--- START ---

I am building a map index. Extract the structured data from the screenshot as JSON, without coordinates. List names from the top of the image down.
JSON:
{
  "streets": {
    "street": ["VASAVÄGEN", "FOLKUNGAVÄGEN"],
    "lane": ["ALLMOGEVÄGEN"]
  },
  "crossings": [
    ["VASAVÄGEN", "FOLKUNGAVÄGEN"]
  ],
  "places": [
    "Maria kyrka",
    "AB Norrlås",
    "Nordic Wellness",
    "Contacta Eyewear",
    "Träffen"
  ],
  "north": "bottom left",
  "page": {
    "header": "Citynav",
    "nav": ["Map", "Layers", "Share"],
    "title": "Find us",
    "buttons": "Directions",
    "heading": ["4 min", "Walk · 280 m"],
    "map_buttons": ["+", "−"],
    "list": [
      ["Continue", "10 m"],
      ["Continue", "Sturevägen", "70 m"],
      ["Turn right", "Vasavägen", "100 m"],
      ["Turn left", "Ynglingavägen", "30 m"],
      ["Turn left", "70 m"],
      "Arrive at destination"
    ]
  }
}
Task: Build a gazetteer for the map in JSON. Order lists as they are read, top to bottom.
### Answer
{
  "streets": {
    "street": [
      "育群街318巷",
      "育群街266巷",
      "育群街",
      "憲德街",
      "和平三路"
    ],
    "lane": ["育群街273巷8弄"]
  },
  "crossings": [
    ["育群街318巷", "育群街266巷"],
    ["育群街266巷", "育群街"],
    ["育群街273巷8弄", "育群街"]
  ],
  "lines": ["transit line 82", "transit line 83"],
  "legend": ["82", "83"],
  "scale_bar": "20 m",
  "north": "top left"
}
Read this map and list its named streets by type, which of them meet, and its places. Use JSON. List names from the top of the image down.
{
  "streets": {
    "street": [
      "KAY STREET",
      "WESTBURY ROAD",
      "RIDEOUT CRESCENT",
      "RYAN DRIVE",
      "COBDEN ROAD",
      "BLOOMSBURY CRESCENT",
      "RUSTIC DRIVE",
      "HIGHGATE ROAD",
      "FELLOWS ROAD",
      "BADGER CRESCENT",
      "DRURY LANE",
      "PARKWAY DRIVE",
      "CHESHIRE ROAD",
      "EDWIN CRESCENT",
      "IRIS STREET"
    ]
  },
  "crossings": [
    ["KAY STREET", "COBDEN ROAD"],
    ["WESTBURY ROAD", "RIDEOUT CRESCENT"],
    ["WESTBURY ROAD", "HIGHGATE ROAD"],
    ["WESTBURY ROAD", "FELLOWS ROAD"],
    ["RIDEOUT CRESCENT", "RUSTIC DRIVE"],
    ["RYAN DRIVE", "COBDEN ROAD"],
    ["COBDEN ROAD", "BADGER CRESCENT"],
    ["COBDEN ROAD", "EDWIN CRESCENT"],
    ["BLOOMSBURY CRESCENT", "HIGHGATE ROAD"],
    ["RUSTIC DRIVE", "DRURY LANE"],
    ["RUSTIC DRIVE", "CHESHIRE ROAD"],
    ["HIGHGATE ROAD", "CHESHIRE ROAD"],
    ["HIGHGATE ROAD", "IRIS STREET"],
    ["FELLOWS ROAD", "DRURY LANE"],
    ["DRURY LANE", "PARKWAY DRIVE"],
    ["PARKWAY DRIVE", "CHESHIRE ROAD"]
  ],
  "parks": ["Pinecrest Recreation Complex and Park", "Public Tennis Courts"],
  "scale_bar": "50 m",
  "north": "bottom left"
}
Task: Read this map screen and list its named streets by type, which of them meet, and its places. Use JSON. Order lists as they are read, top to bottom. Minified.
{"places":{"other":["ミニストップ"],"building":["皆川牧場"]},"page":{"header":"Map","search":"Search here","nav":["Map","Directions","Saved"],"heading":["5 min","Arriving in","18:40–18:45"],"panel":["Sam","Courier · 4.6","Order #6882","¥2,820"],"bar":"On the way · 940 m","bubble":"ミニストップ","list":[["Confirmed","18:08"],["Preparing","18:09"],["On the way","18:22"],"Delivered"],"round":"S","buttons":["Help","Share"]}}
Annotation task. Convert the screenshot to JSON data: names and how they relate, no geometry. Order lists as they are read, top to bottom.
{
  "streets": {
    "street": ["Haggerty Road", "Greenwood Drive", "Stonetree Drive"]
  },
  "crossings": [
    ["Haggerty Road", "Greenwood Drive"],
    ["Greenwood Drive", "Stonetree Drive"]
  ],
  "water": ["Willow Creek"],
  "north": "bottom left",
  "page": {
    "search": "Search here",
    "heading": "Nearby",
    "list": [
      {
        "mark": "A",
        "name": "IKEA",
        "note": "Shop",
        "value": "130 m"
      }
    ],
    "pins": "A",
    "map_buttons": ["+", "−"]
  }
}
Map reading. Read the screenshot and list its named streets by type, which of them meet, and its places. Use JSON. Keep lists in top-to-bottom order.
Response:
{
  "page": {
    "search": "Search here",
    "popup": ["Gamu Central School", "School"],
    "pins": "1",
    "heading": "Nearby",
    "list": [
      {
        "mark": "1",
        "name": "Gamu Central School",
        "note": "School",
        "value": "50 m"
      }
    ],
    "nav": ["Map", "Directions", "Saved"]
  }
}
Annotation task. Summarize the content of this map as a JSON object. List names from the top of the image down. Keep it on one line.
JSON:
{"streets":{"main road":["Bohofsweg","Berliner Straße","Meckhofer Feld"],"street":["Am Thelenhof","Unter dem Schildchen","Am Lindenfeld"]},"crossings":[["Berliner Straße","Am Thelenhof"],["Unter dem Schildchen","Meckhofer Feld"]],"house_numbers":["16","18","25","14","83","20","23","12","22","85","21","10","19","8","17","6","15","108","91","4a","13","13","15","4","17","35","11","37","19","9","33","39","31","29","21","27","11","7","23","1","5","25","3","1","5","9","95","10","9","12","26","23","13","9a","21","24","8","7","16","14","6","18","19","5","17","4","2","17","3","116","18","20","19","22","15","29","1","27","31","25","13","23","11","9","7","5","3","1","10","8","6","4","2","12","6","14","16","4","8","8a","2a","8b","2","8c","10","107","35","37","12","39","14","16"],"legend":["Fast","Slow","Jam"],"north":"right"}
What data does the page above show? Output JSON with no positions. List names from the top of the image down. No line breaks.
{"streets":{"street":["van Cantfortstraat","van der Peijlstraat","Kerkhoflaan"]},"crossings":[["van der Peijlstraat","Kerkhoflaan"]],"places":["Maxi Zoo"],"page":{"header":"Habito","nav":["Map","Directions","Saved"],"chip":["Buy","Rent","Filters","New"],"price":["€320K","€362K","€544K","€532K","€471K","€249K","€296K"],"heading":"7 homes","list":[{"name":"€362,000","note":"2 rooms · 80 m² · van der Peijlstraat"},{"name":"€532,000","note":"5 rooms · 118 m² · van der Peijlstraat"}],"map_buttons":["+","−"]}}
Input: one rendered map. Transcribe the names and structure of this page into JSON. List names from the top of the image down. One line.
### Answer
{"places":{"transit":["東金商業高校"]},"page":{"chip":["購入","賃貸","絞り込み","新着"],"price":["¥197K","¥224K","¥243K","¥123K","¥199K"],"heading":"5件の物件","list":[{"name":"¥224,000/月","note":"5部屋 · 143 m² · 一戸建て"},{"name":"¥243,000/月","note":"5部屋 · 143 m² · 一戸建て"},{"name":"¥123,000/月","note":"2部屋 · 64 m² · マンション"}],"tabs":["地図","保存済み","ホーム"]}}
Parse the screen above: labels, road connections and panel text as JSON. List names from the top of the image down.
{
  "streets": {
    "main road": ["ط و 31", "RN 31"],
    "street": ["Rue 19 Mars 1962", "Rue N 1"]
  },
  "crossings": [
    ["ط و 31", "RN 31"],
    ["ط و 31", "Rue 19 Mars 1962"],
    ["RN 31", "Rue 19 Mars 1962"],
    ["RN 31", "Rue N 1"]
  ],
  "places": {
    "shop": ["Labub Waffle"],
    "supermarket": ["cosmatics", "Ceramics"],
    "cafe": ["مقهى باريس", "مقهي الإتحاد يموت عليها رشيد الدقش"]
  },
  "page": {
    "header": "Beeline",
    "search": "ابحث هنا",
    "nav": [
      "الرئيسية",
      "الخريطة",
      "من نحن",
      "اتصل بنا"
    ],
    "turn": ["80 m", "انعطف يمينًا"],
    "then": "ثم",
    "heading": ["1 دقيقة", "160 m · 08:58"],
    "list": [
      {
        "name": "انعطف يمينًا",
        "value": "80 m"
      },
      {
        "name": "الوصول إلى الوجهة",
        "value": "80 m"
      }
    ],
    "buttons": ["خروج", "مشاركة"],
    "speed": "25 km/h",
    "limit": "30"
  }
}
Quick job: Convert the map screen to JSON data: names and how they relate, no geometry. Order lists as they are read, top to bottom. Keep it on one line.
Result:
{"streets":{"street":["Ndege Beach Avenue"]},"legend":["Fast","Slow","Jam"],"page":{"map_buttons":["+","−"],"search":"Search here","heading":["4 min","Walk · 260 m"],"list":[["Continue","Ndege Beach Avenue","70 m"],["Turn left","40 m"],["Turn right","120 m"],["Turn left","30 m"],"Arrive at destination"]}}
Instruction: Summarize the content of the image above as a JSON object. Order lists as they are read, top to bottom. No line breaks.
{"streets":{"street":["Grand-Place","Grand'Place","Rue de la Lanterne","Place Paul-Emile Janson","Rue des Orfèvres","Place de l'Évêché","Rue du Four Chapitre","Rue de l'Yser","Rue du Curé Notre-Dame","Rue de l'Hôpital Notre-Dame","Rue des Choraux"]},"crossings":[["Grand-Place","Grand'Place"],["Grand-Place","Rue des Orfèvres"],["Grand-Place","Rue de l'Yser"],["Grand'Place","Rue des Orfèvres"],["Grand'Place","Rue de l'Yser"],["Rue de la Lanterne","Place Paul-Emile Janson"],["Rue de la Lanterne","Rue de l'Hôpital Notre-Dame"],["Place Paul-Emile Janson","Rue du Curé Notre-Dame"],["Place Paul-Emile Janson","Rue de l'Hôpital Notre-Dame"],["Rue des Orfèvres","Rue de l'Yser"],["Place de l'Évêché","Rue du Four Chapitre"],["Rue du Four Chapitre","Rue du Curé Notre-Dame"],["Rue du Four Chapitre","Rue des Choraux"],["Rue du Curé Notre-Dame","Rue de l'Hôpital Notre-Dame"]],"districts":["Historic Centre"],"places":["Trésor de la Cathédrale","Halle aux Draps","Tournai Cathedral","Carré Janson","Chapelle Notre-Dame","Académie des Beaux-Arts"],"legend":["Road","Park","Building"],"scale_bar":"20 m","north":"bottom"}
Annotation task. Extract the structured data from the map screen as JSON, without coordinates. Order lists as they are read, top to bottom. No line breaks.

--- END ---

#### [Required work]
Each line of the data above that contains the word "structured" counts once; report the total and add nothing.

#### [Problem solution]
2